"No! You must let me sit at your own table. I'll not have it on a tray. I want it on a tablecloth. I'm the landlady and I will be respected. Never mind if I'm drunk. I'm at least honest and a good wife to my husband."
Varvara, smiling at once with contempt and fear, said: "Yes, we know."
Ershova winked at Varvara, laughed hoarsely and snapped her fingers defiantly. She became more and more arrogant.
"Cousin!" she shouted. "We know the sort of cousin you are. Why doesn't the Head-Master's wife come to see you, eh?"
"Don't make so much noise," said Varvara.
But Ershova began to shout even louder:
"How dare you order me about? I'm in my own house and I can do what I please. If I like I can have you thrown out so that there'd not even be a smell of you left behind. Only I'm too kind-hearted."

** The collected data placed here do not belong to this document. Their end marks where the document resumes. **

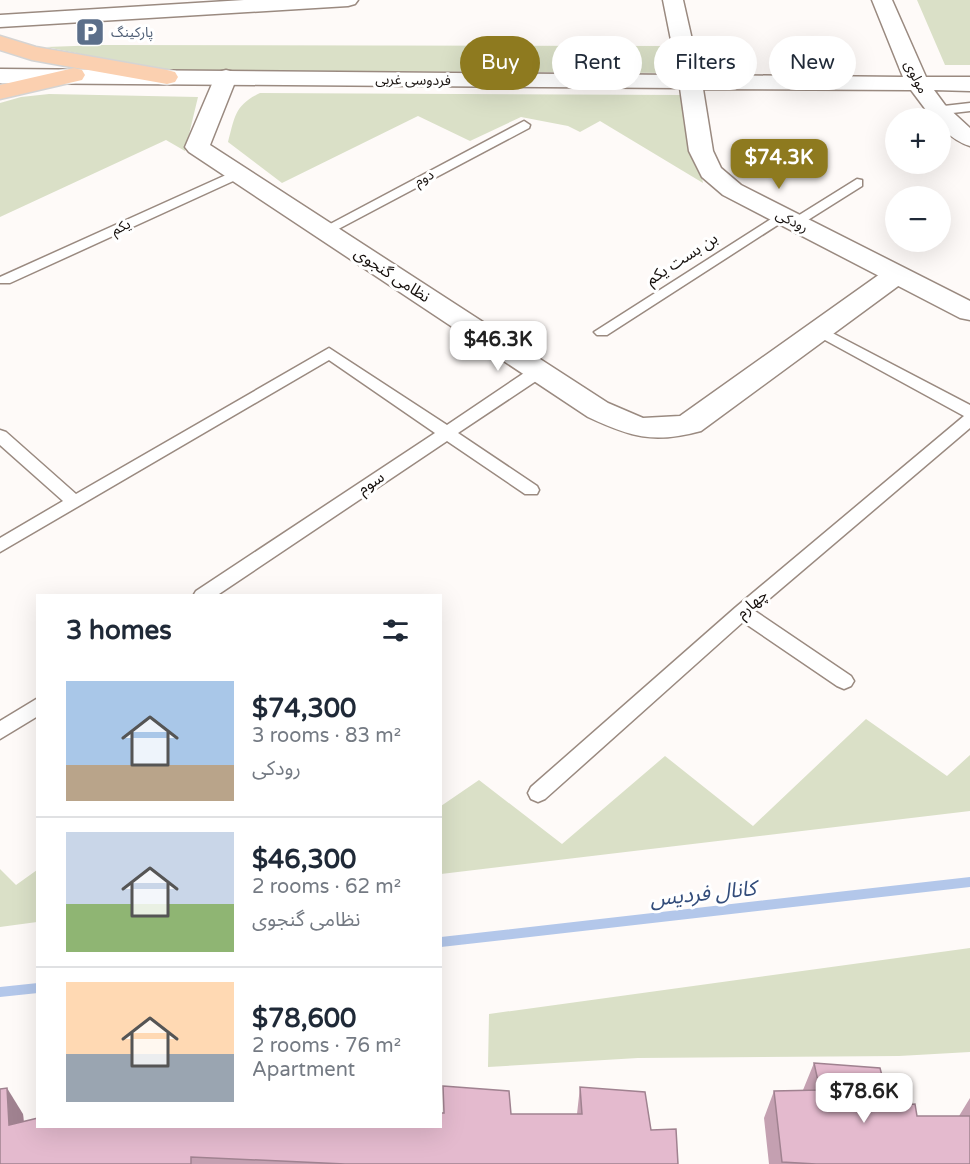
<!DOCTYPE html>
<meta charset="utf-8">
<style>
body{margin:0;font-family:"Varela Round","Noto Sans Arabic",sans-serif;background:#f2f2f3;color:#1f2937;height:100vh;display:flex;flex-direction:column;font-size:22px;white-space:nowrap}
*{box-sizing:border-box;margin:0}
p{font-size:20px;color:#747a83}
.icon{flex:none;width:33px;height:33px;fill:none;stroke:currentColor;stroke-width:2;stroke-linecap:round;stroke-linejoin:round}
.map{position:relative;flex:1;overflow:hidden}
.side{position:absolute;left:36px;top:594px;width:406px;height:534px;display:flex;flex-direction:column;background:#fff;border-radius:0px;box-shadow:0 6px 24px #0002}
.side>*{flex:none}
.hud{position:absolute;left:460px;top:36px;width:418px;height:54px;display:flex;gap:12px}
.buttons{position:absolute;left:885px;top:108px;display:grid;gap:12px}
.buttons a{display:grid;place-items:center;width:66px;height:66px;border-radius:50%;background:#fff;box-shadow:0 6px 24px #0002;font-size:30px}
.price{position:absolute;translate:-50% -51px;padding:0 14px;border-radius:12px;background:#fff;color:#222;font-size:20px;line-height:39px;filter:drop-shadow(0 2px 3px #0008)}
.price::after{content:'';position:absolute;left:50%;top:36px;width:18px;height:14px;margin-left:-9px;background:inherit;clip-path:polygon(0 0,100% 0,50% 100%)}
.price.current{background:#8e7a1f;color:#fff}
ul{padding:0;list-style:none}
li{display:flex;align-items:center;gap:18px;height:150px;padding:0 30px}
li+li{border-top:2px solid #e0e1e3}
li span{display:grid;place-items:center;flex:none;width:168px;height:120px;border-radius:0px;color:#555}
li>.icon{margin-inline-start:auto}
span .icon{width:72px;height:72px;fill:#fffc;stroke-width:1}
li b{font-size:26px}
h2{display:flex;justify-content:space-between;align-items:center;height:72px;padding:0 30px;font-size:26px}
.chip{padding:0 21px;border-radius:27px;background:#fff;box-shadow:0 6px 24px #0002;font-size:21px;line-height:54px}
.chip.current{background:#8e7a1f;color:#fff}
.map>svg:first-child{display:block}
.green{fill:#dae0c7}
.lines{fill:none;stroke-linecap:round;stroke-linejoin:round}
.stream{fill:#b3c7ea;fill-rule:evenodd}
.lane-casing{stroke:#9a8a80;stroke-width:3}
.street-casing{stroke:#9a8a80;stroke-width:3}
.secondary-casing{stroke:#9a8a80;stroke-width:3}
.primary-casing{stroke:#d5d4d3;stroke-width:3}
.lane{fill:#fff;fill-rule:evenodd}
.street{fill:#fff;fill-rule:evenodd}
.secondary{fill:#fff;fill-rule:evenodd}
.primary{fill:#fbd0b0;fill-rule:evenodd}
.wall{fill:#c4a0b1}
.shaded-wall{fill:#a08290}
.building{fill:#e4bace;stroke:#a08290;stroke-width:1.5}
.labels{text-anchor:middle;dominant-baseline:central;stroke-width:6;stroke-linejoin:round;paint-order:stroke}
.far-service-label{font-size:14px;fill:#4e5e75;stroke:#fff;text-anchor:start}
.far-street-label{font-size:14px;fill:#16100d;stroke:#fff}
.street-label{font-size:16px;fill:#16100d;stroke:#fff}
.near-water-label{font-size:21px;font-style:italic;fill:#324c7a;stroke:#fff}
</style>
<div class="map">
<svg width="970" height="1164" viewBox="0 0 970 1164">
<rect width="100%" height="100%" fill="#fefaf8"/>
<!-- green -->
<path class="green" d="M917 0H970V65H945Z
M103 45 677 46 682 73 162 70 46 47Z
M260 93 685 95 703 183 600 121 580 132 568 126 521 117 470 141 418 116 282 183 228 142C235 116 235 105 260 93Z
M49 94 198 97 185 151 166 140 0 217V103L21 97Z
M866 719 947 776 970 755V811L441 874V806L479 780 562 844 665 756 753 826Z
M0 869 16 885 37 870V922L0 927Z
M970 948V1052L899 1056 638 1058 488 1067 489 1014Z"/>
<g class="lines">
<!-- stream -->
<path class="stream" d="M970 877V887L441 947V937Z
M38 983V993L0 997V987Z"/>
<!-- lane casing -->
<g class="lane-casing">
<path id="lane" d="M970 103V111L935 115 929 111 935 107Z
M524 121 530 125 529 128 329 234H319L317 231Z
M237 170 244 174 242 177 10 283H0V277Z
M857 179 862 180V186L800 225H790L788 222Z
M782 212 789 216 787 219 607 335H597L594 332Z
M819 326 970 405V428L755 611 851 676 854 681 851 686 844 689 837 686 743 622 545 799 538 802 531 799 528 793 531 787 736 607 964 416 814 334 811 331Z
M329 348 447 425 533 367H545L547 371 545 375 458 433 537 486 539 490 537 494H525L447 441 216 596H193L196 591 435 433 329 360 0 552V538L63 501 0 445V430L6 432 76 494Z
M38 698V716L0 739V721Z"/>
</g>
<!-- street casing -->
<g class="street-casing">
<path id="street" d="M244 0H358L355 4 348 6 0 27V15Z
M226 70 234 72 237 77 210 145 608 403 643 418 680 416 887 269 896 267 905 269 909 275 905 281 701 431C653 444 631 437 588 417L189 152 185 147 215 77 218 72Z"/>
</g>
<!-- secondary casing -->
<g class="secondary-casing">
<path id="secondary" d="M663 0H683L700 75 903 77 872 0H892L926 77H970V91L934 90 945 105 970 128V146C959 143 949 135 940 127V118H932L911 90 703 89 713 151 721 168 741 185 970 301V320L960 318 723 195 702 177 689 151 680 88 0 83V69L678 75Z"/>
</g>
<!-- primary casing -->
<g class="primary-casing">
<path id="primary" d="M0 36 36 47 167 70 175 72 178 77 175 82 167 84 32 60 0 50Z
M74 68 82 70 85 75 82 80 0 99V85Z"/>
</g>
<!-- lane -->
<use href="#lane" class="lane"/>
<!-- street -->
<use href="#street" class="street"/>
<!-- secondary -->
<use href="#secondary" class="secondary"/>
<!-- primary -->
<use href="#primary" class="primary"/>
</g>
<!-- wall -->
<path class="wall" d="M814 1063 890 1106 917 1116H959L970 1098V1164H769L764 1118 774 1091 803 1090Z
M580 1087 651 1130 678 1164H0L23 1114 24 1121 511 1114H577Z"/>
<!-- shaded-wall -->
<path class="shaded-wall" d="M7 1088 23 1114 25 1150 9 1125Z"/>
<!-- building -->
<path class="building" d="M814 1063 880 1068 890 1106 915 1104 917 1116H970V1164H816L782 1162 774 1091 820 1090Z
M443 1086 509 1091 511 1114H582L580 1087 645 1092 651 1130 676 1129 678 1164H345L191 1157V1164H0V1089L7 1088 9 1125 38 1118V1126H441V1113H444Z"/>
<!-- icons -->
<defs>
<g id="parking-square" transform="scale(1.5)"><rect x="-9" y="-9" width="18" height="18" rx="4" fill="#5c6f8a" stroke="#fff"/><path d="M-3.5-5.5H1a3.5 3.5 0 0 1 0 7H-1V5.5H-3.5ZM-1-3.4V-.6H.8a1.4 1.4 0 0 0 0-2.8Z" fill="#fff"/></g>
</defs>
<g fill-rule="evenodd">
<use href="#parking-square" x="90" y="32"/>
</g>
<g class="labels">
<!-- far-service labels -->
<g class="far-service-label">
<text x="111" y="32">پارکینگ</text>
</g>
<!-- far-street labels -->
<g class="far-street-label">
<text transform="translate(916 77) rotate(63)">مولوی</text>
<text transform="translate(413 80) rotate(1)">فردوسی غربی</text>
<text transform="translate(424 178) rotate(-28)">دوم</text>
<text transform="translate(792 221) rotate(27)">رودکی</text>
<text transform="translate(121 227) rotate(-25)">یکم</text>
</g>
<!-- street labels -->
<g class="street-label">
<text transform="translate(682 259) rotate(-33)">بن بست یکم</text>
<text transform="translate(392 275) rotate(33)">نظامی گنجوی</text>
<text transform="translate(371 483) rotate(-34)">سوم</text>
<text transform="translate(752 604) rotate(-41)">چهارم</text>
</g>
<!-- near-water labels -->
<g class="near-water-label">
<text transform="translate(703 894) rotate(-6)">کانال فردیس</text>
</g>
</g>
</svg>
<div class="buttons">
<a>+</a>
<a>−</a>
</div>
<b class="price current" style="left:779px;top:190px">$74.3K</b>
<b class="price" style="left:498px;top:372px">$46.3K</b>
<b class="price" style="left:864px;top:1124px">$78.6K</b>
<div class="hud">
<a class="chip current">Buy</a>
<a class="chip">Rent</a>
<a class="chip">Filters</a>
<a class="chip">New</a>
</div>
<section class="side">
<h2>3 homes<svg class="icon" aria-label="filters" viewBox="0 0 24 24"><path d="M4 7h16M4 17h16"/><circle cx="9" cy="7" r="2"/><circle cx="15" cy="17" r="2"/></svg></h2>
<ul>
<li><span style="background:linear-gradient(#a9c7e8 70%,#b9a48a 0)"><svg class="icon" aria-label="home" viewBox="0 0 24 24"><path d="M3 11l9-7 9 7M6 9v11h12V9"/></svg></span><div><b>$74,300</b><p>3 rooms · 83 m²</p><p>رودکی</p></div></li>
<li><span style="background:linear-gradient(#c9d6e8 60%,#8fb573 0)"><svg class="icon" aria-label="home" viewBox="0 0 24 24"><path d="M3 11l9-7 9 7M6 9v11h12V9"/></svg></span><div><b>$46,300</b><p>2 rooms · 62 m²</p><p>نظامی گنجوی</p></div></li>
<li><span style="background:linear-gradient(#ffd9b3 60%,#9aa5b1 0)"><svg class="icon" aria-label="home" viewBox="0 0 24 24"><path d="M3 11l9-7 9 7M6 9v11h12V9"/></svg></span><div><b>$78,600</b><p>2 rooms · 76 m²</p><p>Apartment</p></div></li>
</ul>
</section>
</div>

Meanwhile Volodin and Prepolovenskaya sat timidly at the window in silence. Prepolovenskaya smiled slightly, looking at the shrew out of the corner of her eye, but pretended that she was looking into the street. Volodin sat with an injured expression on his face.
Ershova eventually became more good-humoured and gave Varvara a friendly slap on the shoulder, saying with a drunken smile:
"Now listen to me. Put me at your table and treat me like a lady. Then give me some zhamochki[3], and treat your landlady decently. Come, my dear girl!"